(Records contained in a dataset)
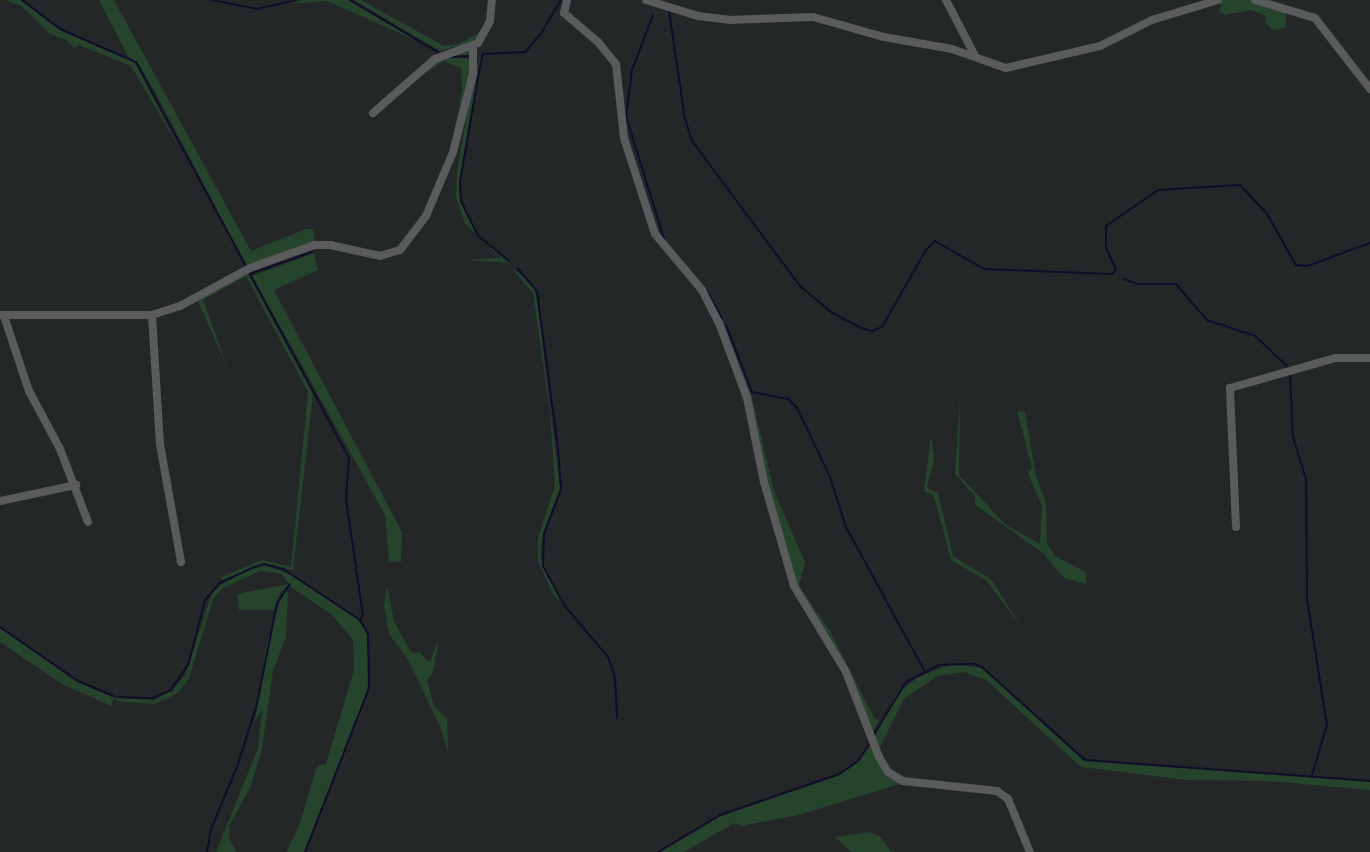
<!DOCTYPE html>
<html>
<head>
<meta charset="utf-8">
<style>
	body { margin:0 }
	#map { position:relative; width:1370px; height:852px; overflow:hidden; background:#242728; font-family:Helvetica,sans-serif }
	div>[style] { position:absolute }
	.green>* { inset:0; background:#26432b }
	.stream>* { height:2px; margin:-1px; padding:0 1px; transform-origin:1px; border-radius:1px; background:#100d2b }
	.street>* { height:8px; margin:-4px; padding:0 4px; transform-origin:4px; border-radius:4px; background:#5a5b5c }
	span { translate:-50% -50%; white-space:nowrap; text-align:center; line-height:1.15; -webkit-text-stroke:4.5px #1b1d1e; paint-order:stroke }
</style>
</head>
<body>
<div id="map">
	<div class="green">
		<div style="clip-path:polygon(5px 0,20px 0,60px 30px,135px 63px,180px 149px,131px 66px,79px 45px,74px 48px,66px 40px,50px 34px,21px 6px)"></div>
		<div style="clip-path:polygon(99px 0,114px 0,251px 251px,306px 229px,313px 229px,315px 241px,247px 266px,154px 90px,136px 61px,130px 60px)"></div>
		<div style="clip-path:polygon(303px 0,348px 0,413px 39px,327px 1px,289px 4px)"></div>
		<div style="clip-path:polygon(354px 0,361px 0,444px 46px,459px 44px,483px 30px,473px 41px,440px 51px)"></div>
		<div style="clip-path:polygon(1222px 0,1253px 0,1286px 11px,1286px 28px,1273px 30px,1265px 22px,1266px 16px,1251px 10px,1225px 15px,1219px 12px)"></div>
		<div style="clip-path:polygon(472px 51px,474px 54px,448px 57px,473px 59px,451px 148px,462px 91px,461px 68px,444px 61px,412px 82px,438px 60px,455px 52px)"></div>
		<div style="clip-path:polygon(481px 55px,459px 181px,460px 202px,478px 236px,510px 263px,467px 260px,501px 258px,465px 224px,456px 197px,457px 172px,472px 86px)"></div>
		<div style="clip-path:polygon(313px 247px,313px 250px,257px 267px,248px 274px,313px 394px,293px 570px,264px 563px,222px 580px,221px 577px,262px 560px,291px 567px,308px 392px,246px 276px,203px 300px,228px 369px,197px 299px,252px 268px)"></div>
		<div style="clip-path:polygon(314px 253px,318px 270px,274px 290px,402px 532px,401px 562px,389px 561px,385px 515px,252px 276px)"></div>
		<div style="clip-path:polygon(510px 266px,533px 285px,537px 300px,560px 489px,543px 533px,540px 557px,563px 605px,553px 594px,538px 561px,538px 538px,555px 485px,550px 411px,533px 293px)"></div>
		<div style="clip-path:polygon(724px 326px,751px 394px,774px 491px,805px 562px,799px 586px,830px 631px,874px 718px,879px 720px,872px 734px,863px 709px,797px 592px)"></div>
		<div style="clip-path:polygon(960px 398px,959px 475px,1006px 525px,1040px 544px,1042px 506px,1028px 474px,1032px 468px,1017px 411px,1025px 412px,1036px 476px,1046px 503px,1047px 543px,1055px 556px,1086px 572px,1086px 584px,1064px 578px,1043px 553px,975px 505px,975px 496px,955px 474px)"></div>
		<div style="clip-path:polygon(931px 435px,934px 460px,927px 488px,938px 493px,953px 556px,991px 579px,1022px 628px,987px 581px,951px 560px,934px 496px,924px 491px)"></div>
		<div style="clip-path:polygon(264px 565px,290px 574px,360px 621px,367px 635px,369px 680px,364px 701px,304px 852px,286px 852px,299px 826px,317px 766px,326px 764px,354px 670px,353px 640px,331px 614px,291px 587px,281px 574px,260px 571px,223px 588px,213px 599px,189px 678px,178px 693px,155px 704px,116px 701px,117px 698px,154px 700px,172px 690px,185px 676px,212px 593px,229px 578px)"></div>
		<div style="clip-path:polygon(289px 584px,280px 593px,275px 610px,239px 610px,237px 594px)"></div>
		<div style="clip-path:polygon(387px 586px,394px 621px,411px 653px,419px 652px,430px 662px,439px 638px,433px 672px,427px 680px,434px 706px,447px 718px,448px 752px,440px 726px,407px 658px,389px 634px,384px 605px)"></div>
		<div style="clip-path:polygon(283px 592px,288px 592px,286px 637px,273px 671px,262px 749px,250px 788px,229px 826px,230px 841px,237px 852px,216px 852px,258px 748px,262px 710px,255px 721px,266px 647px)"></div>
		<div style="clip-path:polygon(0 628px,77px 682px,114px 697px,111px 706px,62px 684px,0 642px)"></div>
		<div style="clip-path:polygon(952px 664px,982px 668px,1084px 761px,1359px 780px,1370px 782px,1370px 790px,1267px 781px,1185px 780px,1081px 767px,986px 680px,964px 672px,937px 676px,904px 699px,880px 747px,889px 771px,874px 739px,896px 695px,918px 677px)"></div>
		<div style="clip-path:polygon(872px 742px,877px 758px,903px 783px,798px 815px,741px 826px,734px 823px,684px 852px,660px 852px,721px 816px,840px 775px,858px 762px)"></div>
		<div style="clip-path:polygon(869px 832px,879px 836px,892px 852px,851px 852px,835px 837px)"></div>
	</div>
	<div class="stream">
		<div style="left:22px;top:0;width:48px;rotate:37.3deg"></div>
		<div style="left:60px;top:29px;width:83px;rotate:23.5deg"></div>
		<div style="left:136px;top:62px;width:232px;rotate:61.7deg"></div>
		<div style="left:212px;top:0;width:46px;rotate:11.3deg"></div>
		<div style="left:257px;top:9px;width:39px;rotate:-13deg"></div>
		<div style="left:350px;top:0;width:102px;rotate:30.6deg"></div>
		<div style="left:669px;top:11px;width:109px;rotate:81.6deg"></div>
		<div style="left:685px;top:119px;width:23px;rotate:72deg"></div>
		<div style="left:692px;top:141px;width:181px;rotate:53.3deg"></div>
		<div style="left:800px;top:286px;width:40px;rotate:40deg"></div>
		<div style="left:831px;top:312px;width:32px;rotate:28deg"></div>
		<div style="left:859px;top:327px;width:14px;rotate:17deg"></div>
		<div style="left:872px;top:331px;width:11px;rotate:-22deg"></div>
		<div style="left:882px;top:327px;width:89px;rotate:-60.3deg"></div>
		<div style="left:926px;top:250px;width:13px;rotate:-45deg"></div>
		<div style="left:935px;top:241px;width:56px;rotate:29.7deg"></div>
		<div style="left:984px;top:269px;width:128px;rotate:2.2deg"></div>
		<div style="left:1112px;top:274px;width:6px;rotate:-45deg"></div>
		<div style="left:1116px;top:270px;width:24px;rotate:-114deg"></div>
		<div style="left:1106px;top:248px;width:22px;rotate:-90deg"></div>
		<div style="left:1106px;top:226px;width:63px;rotate:-34.7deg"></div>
		<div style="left:1158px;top:190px;width:82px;rotate:-3.5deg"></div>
		<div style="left:1240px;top:185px;width:40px;rotate:47deg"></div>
		<div style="left:1267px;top:214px;width:59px;rotate:60.4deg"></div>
		<div style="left:1296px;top:265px;width:11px;rotate:5deg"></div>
		<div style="left:1307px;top:266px;width:67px;rotate:-20.1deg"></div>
		<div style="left:653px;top:15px;width:59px;rotate:110.9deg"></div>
		<div style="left:632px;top:70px;width:46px;rotate:97.4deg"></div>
		<div style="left:626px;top:116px;width:129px;rotate:72.8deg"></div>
		<div style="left:451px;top:57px;width:19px;rotate:-3deg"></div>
		<div style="left:312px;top:252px;width:66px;rotate:160.5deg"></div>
		<div style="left:250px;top:274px;width:209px;rotate:61.7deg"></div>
		<div style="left:349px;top:458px;width:41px;rotate:94.2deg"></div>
		<div style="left:346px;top:499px;width:117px;rotate:81.7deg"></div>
		<div style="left:363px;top:615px;width:6px;rotate:121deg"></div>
		<div style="left:509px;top:261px;width:40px;rotate:-141deg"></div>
		<div style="left:478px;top:236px;width:39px;rotate:-116deg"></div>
		<div style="left:461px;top:201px;width:19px;rotate:-93deg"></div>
		<div style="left:460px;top:182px;width:118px;rotate:-80.2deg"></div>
		<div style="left:480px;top:66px;width:12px;rotate:-76deg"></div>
		<div style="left:483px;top:54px;width:42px;rotate:-2.7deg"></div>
		<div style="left:525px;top:52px;width:23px;rotate:-49deg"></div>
		<div style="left:540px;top:35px;width:41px;rotate:-59deg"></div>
		<div style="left:517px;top:268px;width:30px;rotate:49deg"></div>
		<div style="left:537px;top:291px;width:159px;rotate:82.4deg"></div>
		<div style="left:558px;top:449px;width:40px;rotate:85.7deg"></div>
		<div style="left:561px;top:489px;width:48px;rotate:110.7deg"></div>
		<div style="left:544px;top:534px;width:32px;rotate:92deg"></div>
		<div style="left:543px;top:566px;width:44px;rotate:61.7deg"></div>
		<div style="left:564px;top:605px;width:68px;rotate:49.8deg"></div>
		<div style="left:608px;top:657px;width:21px;rotate:71deg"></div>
		<div style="left:615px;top:677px;width:41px;rotate:87.2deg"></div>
		<div style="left:1124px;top:279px;width:14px;rotate:21deg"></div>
		<div style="left:1137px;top:284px;width:39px"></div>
		<div style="left:1176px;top:284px;width:48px;rotate:49.3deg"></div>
		<div style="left:1207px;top:320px;width:51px;rotate:18.4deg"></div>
		<div style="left:1255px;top:336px;width:45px;rotate:43.2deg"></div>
		<div style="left:707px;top:291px;width:31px;rotate:61deg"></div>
		<div style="left:726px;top:325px;width:72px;rotate:68.8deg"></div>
		<div style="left:752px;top:392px;width:37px;rotate:11deg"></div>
		<div style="left:788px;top:399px;width:13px;rotate:45deg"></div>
		<div style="left:797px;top:408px;width:76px;rotate:64.4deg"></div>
		<div style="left:830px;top:477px;width:52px;rotate:72.3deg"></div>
		<div style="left:846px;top:527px;width:165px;rotate:61.4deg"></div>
		<div style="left:1290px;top:374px;width:63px;rotate:87.3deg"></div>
		<div style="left:1293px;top:437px;width:44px;rotate:72.8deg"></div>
		<div style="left:1306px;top:479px;width:120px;rotate:89.5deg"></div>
		<div style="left:1307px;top:599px;width:128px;rotate:81deg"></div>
		<div style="left:1327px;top:725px;width:52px;rotate:106.7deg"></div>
		<div style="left:0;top:627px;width:95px;rotate:34.7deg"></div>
		<div style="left:78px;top:681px;width:39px;rotate:23deg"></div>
		<div style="left:118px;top:697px;width:35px;rotate:2deg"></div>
		<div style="left:153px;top:698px;width:20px;rotate:-24deg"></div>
		<div style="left:171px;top:690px;width:30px;rotate:-56deg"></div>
		<div style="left:188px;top:665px;width:67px;rotate:-75.3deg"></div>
		<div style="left:205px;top:600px;width:23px;rotate:-49deg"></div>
		<div style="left:220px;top:583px;width:38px;rotate:-25deg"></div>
		<div style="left:255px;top:567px;width:9px;rotate:-18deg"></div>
		<div style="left:264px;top:564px;width:20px;rotate:15deg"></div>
		<div style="left:283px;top:569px;width:92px;rotate:33.5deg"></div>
		<div style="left:360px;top:620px;width:16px;rotate:60deg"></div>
		<div style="left:368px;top:634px;width:54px;rotate:88.9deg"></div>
		<div style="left:369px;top:688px;width:176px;rotate:111.3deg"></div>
		<div style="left:874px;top:734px;width:61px;rotate:-58.4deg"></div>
		<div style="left:906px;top:682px;width:38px;rotate:-27deg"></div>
		<div style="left:940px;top:665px;width:35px;rotate:-2deg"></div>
		<div style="left:975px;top:664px;width:8px;rotate:23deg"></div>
		<div style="left:982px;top:667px;width:139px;rotate:42.1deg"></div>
		<div style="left:1085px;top:760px;width:286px;rotate:4.2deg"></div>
		<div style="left:207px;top:852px;width:23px;rotate:-80deg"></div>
		<div style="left:211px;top:829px;width:67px;rotate:-67.2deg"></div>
		<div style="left:237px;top:767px;width:66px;rotate:-72.4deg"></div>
		<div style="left:257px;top:704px;width:103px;rotate:-78.8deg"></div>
		<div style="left:277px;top:603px;width:23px;rotate:-56deg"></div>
		<div style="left:658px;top:852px;width:72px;rotate:-30.8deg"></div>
		<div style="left:720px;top:815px;width:126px;rotate:-19deg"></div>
		<div style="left:839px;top:774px;width:23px;rotate:-34deg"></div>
		<div style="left:858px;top:761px;width:22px;rotate:-56deg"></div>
	</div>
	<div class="street">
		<div style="left:567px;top:0;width:13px;rotate:103deg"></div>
		<div style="left:564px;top:13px;width:45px;rotate:40.5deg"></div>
		<div style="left:598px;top:42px;width:28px;rotate:51deg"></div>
		<div style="left:616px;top:64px;width:74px;rotate:83.8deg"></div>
		<div style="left:624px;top:138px;width:101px;rotate:72.1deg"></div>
		<div style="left:655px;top:234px;width:73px;rotate:50deg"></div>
		<div style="left:702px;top:290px;width:37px;rotate:63deg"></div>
		<div style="left:719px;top:323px;width:80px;rotate:69.5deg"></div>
		<div style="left:747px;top:398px;width:86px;rotate:78.6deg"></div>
		<div style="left:764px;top:482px;width:108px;rotate:73.9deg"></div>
		<div style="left:794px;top:586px;width:100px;rotate:58.8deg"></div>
		<div style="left:846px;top:672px;width:91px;rotate:68.8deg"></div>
		<div style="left:879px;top:757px;width:17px;rotate:59deg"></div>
		<div style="left:888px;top:772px;width:17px;rotate:31deg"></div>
		<div style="left:903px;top:781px;width:95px;rotate:6.1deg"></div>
		<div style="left:997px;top:791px;width:14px;rotate:36deg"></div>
		<div style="left:1008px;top:799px;width:57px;rotate:67.5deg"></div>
		<div style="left:646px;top:0;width:54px;rotate:17.1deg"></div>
		<div style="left:698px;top:16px;width:31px;rotate:7deg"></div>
		<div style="left:729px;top:20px;width:84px;rotate:-2deg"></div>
		<div style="left:813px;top:17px;width:74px;rotate:15.7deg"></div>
		<div style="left:884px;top:37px;width:69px;rotate:10deg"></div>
		<div style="left:952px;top:49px;width:57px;rotate:19.4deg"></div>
		<div style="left:1006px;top:68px;width:97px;rotate:-13.2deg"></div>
		<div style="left:1100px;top:46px;width:58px;rotate:-26.6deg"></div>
		<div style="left:1152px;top:20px;width:69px;rotate:-16.9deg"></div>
		<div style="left:946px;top:0;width:63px;rotate:62.6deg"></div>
		<div style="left:1255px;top:0;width:63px;rotate:16.7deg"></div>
		<div style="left:1315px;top:18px;width:90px;rotate:52.2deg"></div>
		<div style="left:373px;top:113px;width:82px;rotate:-41.1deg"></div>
		<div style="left:435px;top:59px;width:46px;rotate:-20.4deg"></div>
		<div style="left:478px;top:43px;width:25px;rotate:-61deg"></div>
		<div style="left:490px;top:21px;width:21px;rotate:-85deg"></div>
		<div style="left:0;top:315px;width:152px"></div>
		<div style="left:152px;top:315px;width:29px;rotate:-18deg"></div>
		<div style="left:180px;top:306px;width:80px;rotate:-28.5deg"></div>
		<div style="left:250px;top:268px;width:68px;rotate:-19.8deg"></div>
		<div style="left:314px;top:245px;width:16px"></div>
		<div style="left:330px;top:245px;width:51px;rotate:12.4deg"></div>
		<div style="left:380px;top:256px;width:21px;rotate:-17deg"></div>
		<div style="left:400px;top:250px;width:43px;rotate:-52.6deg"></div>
		<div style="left:426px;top:216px;width:69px;rotate:-67.1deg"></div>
		<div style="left:453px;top:152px;width:81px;rotate:-75.6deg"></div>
		<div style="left:473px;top:74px;width:27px;rotate:-90deg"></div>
		<div style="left:152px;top:315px;width:129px;rotate:86.5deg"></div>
		<div style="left:160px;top:444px;width:120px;rotate:79.9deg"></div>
		<div style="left:4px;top:316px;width:79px;rotate:71.6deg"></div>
		<div style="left:29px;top:391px;width:66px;rotate:61.9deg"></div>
		<div style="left:60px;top:449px;width:78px;rotate:69deg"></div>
		<div style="left:0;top:501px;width:78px;rotate:-11.9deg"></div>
		<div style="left:1236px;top:527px;width:139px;rotate:-92.5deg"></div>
		<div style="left:1230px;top:388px;width:109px;rotate:-15.9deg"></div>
		<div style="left:1335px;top:358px;width:35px"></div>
	</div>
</div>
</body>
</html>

YOUR OBJECTIVE. Across the entries, how many lines hold the word "stream"? Say only the number.

ANSWER SPACE. 2